ALBANY, New York (AP) -- Gov. David Paterson has picked Democratic U.S. Rep. Kirsten Gillibrand to fill New York's vacant U.S. Senate seat, an aide to the governor said early Friday, a day after Caroline Kennedy abruptly withdrew from consideration.
Gillibrand, a second-term lawmaker from upstate New York, will be named to fill the seat vacated when Hillary Rodham Clinton resigned to become secretary of state in the Obama administration, the aide said, speaking on condition of anonymity because an announcement hadn't been made. It was scheduled for later Friday.
Gillibrand's office didn't immediately return a call seeking comment.
She was considered one of the top contenders in Paterson's selection process, along with Kennedy and state Attorney General Andrew Cuomo.
Paterson's appointment lasts until 2010, when a special election will be held to fill the final two years of Clinton's term.
Kennedy, the daughter of the late President John F. Kennedy, called the governor around midday Wednesday and told him she was having second thoughts about the job, according to a person close to Paterson, who said she later decided to remain in contention, only to announce her withdrawal early Thursday in an e-mail.
Others in the field, including U.S. Rep.

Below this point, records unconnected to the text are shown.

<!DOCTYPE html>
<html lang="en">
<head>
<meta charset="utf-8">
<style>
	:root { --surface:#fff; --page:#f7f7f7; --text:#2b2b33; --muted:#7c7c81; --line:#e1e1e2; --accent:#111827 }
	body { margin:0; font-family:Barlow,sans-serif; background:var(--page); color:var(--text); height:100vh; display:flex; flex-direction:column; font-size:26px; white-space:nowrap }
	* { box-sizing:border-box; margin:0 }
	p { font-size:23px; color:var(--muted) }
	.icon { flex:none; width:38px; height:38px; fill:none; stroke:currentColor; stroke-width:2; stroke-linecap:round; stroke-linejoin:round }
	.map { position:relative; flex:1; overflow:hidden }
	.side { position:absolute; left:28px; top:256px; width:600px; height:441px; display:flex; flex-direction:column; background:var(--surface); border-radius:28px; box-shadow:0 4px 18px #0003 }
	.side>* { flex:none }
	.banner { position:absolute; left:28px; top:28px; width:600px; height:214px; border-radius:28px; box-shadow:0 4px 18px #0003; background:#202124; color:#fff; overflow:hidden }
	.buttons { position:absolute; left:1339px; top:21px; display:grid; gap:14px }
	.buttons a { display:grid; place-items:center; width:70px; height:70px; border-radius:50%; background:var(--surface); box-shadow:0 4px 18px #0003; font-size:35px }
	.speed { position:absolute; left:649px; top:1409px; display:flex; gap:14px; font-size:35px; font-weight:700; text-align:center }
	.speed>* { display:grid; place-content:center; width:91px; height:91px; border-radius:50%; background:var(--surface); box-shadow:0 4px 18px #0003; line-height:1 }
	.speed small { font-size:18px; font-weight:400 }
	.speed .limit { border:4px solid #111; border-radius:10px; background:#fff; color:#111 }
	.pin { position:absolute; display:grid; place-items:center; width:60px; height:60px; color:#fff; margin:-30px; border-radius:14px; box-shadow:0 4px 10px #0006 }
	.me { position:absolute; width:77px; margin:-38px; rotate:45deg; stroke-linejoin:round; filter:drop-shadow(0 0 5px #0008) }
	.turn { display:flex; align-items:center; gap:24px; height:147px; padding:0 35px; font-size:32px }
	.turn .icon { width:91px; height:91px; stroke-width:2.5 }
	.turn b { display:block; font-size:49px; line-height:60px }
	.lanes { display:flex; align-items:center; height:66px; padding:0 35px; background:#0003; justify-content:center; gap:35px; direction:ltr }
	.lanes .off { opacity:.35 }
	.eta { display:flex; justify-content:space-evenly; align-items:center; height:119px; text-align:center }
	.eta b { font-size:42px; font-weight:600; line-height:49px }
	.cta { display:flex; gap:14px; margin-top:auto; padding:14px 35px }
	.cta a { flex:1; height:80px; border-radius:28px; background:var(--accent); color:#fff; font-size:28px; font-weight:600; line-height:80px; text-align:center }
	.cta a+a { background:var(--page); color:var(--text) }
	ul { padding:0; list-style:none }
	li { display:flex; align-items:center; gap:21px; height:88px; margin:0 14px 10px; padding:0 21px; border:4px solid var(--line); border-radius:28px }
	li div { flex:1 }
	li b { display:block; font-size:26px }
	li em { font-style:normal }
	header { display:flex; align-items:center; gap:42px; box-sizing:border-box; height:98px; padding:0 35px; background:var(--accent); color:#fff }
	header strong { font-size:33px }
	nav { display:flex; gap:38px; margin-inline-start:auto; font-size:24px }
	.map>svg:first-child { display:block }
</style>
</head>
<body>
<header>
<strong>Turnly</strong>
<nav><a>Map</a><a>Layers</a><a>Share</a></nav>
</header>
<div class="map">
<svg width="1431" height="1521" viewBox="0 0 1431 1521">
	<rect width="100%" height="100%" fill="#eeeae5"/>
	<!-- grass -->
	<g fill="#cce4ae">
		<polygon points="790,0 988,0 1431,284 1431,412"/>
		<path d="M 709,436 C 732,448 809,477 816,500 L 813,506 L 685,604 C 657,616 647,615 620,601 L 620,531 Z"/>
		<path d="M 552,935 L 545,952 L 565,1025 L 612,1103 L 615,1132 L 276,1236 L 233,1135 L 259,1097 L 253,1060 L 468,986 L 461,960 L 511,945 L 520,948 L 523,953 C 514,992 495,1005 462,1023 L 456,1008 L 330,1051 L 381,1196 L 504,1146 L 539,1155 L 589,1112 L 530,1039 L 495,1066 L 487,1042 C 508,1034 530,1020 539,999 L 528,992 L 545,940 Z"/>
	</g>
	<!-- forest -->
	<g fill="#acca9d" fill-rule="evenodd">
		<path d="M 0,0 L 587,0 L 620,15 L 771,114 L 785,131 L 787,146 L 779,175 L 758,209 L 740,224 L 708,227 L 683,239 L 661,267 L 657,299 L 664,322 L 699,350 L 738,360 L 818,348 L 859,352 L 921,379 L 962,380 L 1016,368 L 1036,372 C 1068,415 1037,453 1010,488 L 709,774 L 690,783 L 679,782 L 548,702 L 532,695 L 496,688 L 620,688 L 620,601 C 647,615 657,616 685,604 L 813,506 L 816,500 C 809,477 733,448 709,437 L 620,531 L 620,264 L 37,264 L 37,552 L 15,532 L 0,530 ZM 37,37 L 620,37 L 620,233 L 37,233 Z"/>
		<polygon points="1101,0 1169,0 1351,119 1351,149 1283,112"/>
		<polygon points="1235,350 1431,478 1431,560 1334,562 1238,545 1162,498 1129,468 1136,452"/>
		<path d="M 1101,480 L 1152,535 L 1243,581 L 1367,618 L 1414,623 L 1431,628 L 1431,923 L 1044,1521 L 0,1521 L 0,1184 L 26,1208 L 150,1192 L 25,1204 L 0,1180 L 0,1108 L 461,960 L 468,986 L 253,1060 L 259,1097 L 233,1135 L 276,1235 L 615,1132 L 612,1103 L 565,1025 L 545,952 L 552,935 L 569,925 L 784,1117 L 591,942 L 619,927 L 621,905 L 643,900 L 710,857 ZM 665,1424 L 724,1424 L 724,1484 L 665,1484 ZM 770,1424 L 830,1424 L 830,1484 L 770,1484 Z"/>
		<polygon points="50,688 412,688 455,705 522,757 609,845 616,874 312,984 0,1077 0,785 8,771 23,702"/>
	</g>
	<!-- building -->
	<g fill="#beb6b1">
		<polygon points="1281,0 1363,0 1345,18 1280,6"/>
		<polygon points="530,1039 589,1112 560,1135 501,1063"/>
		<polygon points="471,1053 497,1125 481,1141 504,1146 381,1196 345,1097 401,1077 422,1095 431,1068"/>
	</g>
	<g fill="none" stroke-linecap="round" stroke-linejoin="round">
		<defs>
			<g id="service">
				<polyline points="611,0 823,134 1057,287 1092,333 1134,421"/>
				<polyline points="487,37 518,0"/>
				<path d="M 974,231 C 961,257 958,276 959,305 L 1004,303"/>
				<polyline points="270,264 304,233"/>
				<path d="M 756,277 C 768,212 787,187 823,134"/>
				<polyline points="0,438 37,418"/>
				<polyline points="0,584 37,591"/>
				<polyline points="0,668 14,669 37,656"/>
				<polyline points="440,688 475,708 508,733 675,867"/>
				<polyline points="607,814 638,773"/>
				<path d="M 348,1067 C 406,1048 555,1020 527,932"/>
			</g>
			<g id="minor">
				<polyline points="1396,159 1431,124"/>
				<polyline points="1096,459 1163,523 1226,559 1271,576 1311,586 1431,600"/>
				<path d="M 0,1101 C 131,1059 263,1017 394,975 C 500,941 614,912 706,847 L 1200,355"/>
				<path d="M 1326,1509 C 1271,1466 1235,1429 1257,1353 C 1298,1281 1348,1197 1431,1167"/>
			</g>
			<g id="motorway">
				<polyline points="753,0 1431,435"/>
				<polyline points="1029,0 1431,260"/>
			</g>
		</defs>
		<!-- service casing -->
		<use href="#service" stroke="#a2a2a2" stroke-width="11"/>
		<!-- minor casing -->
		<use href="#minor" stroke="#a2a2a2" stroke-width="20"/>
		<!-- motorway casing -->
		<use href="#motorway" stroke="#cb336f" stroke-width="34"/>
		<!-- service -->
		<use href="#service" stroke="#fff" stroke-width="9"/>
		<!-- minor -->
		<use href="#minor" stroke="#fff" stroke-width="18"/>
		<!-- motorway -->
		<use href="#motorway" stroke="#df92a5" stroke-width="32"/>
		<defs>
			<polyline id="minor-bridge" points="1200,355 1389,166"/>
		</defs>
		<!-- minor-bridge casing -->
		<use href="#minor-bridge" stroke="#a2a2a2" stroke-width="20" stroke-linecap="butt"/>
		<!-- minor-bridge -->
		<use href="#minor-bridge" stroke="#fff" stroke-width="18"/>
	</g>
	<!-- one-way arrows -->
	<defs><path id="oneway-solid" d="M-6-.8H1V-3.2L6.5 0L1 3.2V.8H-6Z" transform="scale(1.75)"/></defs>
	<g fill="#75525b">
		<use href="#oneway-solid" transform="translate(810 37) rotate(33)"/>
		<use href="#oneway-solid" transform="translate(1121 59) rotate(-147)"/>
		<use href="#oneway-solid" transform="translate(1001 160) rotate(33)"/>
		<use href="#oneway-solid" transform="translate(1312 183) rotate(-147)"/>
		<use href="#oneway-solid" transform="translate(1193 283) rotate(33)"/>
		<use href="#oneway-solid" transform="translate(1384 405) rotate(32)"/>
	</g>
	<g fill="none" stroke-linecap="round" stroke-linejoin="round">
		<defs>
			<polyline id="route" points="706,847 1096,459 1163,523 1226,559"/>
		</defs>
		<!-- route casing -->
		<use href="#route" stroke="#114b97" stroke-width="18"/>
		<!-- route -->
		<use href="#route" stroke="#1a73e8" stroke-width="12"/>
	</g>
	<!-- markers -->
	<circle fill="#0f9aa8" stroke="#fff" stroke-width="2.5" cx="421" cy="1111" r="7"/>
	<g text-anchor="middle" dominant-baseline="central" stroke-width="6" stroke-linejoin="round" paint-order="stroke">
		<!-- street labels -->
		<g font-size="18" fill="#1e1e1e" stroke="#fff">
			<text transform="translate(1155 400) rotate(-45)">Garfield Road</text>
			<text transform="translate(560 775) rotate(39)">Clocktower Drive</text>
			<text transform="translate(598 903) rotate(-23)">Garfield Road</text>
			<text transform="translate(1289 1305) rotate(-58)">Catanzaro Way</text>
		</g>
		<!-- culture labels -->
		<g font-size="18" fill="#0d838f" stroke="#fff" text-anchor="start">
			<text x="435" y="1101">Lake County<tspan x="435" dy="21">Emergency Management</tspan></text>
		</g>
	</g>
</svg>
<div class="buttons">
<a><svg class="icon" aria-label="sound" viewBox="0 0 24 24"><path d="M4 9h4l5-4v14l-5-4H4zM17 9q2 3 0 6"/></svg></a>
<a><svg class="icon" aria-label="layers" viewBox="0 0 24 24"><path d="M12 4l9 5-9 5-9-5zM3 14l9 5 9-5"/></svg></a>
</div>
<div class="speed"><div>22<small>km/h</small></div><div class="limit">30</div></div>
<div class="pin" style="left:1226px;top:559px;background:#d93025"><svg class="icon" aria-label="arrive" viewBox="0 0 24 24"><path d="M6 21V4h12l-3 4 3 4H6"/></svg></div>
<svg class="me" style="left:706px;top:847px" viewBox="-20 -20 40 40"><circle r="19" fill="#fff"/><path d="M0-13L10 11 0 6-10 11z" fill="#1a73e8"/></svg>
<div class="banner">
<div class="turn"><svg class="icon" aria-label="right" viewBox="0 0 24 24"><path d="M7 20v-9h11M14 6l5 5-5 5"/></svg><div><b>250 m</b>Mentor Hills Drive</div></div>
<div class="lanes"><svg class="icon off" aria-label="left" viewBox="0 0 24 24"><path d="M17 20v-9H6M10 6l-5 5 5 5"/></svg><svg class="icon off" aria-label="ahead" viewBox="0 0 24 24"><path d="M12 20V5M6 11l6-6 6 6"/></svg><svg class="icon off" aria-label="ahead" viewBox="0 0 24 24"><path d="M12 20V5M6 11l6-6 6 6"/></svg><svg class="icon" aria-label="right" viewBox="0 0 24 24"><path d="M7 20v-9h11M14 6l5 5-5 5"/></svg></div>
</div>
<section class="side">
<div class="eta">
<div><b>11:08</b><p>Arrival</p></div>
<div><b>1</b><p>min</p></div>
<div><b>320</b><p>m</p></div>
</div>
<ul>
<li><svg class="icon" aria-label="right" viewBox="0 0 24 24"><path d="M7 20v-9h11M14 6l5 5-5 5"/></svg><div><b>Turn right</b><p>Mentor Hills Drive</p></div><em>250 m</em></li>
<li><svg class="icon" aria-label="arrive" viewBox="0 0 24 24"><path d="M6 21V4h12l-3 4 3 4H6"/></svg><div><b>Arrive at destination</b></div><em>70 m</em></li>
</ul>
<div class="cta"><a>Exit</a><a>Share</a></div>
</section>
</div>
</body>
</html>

Carolyn McCarthy, whose husband was killed by a gunman on the Long Island Railroad, criticized Gillibrand as recently as Thursday evening, saying her support of more conservative issues such as gun ownership rights was out of step with most New York Democrats.
But Gillibrand is a proven vote-getter in a largely rural eastern New York district that sprawls from the mid-Hudson Valley to north of Albany. She defeated a long-term Republican incumbent in 2006 and won re-election last year by a wide margin.
"Gender plus geography equals Gillibrand," said Doug Muzzio, a political science professor at Baruch College. He said her upstate base would help Paterson's 2010 ticket, which otherwise would be dominated by New York City residents like himself.
"On the minus side, she's an unproven statewide vote-getter, a conservative `Blue Dog' Democrat who could face a primary challenge in 2010 and face a tough general election," Muzzio said. "Also, her congressional seat, the 20th, is a mostly Republican district that she first won in 2006 after a long Republican monopoly."
Those weaknesses, the appearance of being a second choice after Kennedy, and the wrath of more senior Democrats who were overlooked provide a good chance for a primary challenge in 2010 - a situation Paterson has sought to avoid. He said he wants his choice to be good enough to hold the seat for a decade or more.
Paterson's unusual move, as head of the state party and governor, to summon New York's Washington delegation to Albany for a closed-door meeting Friday morning appears to be a way to garner support among those he didn't choose.
The pick came after a week in which Kennedy surprisingly withdrew from consideration and Paterson revealed he was considering Cuomo, who had refused to publicly express his interest. In the end, Paterson chose the up-and-comer over more established names.
But Paterson has said the first task of a new U.S. senator should be bringing more aid in the federal stimulus package back to New York. It's uncertain that Gillibrand has the background or pull to do that.
She voted last year against the $700 billion Wall Street bailout bill.
This consideration, as the state faces a historic fiscal crisis, was considered a strength for Kennedy, who is close to President Barack Obama and may have been owed a favor for her early endorsement of him; and Cuomo, who has ties and experience in Washington as President Bill Clinton's former housing secretary.
Gillibrand was an official in the Housing and Urban Development Department during the Clinton administration. She worked as a lawyer before challenging Republican John Sweeney in 2006 to represent New York's 20th District. Her upset win came after a police report showing that Sweeney's wife had called 911 in what appeared to be a domestic violence incident was leaked shortly before the election.
In November, Gillibrand defeated wealthy General Electric heir Sandy Treadwell. The former state Republican chairman was seen as one of the Republican Party's best chances to capture a congressional seat in New York.